But many other languages use accented characters that have to be
sorted somehow in with the 26 letters of the "normal" A-thru-Z
alphabet.  And with other languages, some combinations of characters,
like the "ch" in Spanish, count as letters on their own.  But in
almost every case, if you want to sort according to the conventions of
a particular language, the default behavior of Perl's C<sort> won't
sort that way.  This article is about how to get Perl to sort
according to the conventions of whatever language you have in mind --
even if it's English!

=head2 Default C<sort> Versus "Normal" English Sorting

Let's say you want to sort a list of words (well, word-or-phrases) in
what you think of as normal English alphabetical order.
So you try using normal C<sort>:

 @stuff = ("canine", "cantaloupe",
           "cant",  # as in an underworld jargon
           "Canberra", "can't", "Cantonese", "cannery",
           "Cannery Row", "canonicity",
           "Cañon de Chelly"  # In north-eastern Arizona,
              # also spelled "Canyon de Chelly" and
              # "Cañon de Chelle"
          );
 @sorted = sort @stuff; # the sorting happens here
 print map "[$_] ", @sorted;

That prints:

 [Canberra] [Cannery Row] [Cantonese] [Cañon de Chelly] [can't]
  [canine] [cannery] [canonicity] [cant] [cantaloupe]

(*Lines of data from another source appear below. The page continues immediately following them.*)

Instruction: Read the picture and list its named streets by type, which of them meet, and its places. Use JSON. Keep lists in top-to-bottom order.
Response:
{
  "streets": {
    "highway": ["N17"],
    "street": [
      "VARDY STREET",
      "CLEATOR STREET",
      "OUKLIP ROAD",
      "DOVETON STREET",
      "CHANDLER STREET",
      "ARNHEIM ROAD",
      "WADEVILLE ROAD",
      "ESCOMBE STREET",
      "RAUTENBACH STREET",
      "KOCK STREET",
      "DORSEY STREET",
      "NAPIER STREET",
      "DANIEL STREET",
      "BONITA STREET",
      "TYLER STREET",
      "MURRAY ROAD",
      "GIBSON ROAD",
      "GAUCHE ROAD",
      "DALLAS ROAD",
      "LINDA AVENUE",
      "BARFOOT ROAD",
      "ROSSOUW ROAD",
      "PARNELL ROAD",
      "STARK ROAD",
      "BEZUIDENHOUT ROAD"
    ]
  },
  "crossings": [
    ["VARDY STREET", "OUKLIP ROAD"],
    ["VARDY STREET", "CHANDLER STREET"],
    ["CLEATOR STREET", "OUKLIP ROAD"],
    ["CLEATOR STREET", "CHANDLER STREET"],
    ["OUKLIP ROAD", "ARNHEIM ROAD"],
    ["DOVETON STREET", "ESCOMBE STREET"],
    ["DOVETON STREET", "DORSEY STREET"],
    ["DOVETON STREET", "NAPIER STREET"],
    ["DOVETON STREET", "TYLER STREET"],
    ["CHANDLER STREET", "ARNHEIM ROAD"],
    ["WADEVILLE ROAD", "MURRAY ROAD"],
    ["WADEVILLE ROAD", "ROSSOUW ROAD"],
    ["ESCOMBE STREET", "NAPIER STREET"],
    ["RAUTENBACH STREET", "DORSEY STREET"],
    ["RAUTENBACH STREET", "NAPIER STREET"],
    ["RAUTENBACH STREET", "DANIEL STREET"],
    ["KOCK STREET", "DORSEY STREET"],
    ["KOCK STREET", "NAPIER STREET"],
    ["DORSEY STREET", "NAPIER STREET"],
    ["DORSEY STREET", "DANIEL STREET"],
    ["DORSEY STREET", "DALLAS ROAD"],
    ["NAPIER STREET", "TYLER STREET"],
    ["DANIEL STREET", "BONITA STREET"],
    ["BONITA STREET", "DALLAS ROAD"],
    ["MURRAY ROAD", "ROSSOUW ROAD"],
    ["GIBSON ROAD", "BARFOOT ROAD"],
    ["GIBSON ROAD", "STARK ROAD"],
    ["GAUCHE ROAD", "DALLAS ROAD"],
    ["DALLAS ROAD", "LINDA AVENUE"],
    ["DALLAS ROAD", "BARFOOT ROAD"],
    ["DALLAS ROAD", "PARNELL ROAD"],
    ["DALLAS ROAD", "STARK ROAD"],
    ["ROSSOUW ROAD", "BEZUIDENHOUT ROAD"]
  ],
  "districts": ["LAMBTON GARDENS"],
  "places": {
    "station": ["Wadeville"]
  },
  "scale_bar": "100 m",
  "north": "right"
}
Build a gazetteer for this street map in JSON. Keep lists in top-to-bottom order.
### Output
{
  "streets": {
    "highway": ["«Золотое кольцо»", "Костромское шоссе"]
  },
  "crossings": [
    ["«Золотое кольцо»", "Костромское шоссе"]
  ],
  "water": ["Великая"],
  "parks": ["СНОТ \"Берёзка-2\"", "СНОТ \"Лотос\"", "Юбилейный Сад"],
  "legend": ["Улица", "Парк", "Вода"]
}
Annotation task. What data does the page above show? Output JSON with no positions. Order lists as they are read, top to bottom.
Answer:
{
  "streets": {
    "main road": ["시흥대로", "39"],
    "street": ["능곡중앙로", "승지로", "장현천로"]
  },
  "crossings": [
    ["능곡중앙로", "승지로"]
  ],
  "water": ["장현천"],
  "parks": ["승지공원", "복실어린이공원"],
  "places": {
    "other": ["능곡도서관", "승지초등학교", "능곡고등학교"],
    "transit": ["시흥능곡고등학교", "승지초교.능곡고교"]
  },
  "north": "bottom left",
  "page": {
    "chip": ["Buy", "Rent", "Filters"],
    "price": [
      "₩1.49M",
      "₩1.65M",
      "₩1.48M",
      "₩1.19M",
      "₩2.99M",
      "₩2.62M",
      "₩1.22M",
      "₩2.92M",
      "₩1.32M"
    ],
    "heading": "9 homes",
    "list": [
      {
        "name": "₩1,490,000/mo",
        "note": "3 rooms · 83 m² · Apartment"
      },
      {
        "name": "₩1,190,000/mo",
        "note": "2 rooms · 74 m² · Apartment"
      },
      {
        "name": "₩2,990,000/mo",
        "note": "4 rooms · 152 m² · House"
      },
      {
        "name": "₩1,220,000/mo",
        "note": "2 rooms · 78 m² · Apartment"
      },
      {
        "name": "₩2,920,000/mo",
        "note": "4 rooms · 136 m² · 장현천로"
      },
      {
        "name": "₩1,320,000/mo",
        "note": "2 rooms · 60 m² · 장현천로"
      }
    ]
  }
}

Whoa, all the capitals are sorting first.  That's because C<sort>'s
default behavior (i.e., what you get without a "sort criterion" or
without saying "use locale") is ASCIIbetical sorting -- where the
sorting is based on ASCII order.  Since "C" comes before "c" in ASCII,
all the "C" items in C<@stuff> (like "Cantonese") get sorted before
all the "c" items (like "cantaloupe").

So you happen to remember an idiom for case-insensitive sorting, and
you change the line that sets C<@sorted> to:

 @sorted = sort { lc($a) cmp lc($b) } @stuff;

and then you rerun the code.  It prints:

 [can't] [Canberra] [canine] [cannery] [Cannery Row] [canonicity]
  [cant] [cantaloupe] [Cantonese] [Cañon de Chelly]

This is closer to being in alphabetic order.  What you actually
consider proper sorting would look like this:

 [Canberra] [canine] [cannery] [Cannery Row] [Cañon de Chelly]
  [canonicity] [cant] [can't] [cantaloupe] [Cantonese] 

So what's out of place so far is "can't" and "Cañon de Chelly".  Now,
"can't" is out of place because C<sort> plus your criterion C<{ lc($a)
cmp lc($b) }> considers "can't" a five character string that does
indeed sort before anything else in C<@stuff>.  Consider this code:

 print( "can't" cmp "canal" );

That prints "-1", meaning that C<cmp> says that "can't" comes before
"canal".  This is because C<cmp> is doing simple ASCIIbetical
comparison, and when it compares "can't" to "canal" it gets as far as
comparing "can'" to "cana", at which it sees that the apostrophe
character in the first one "comes before" the "a" character in the
second one -- because apostrophe is ASCII 39, and "a" is ASCII 97.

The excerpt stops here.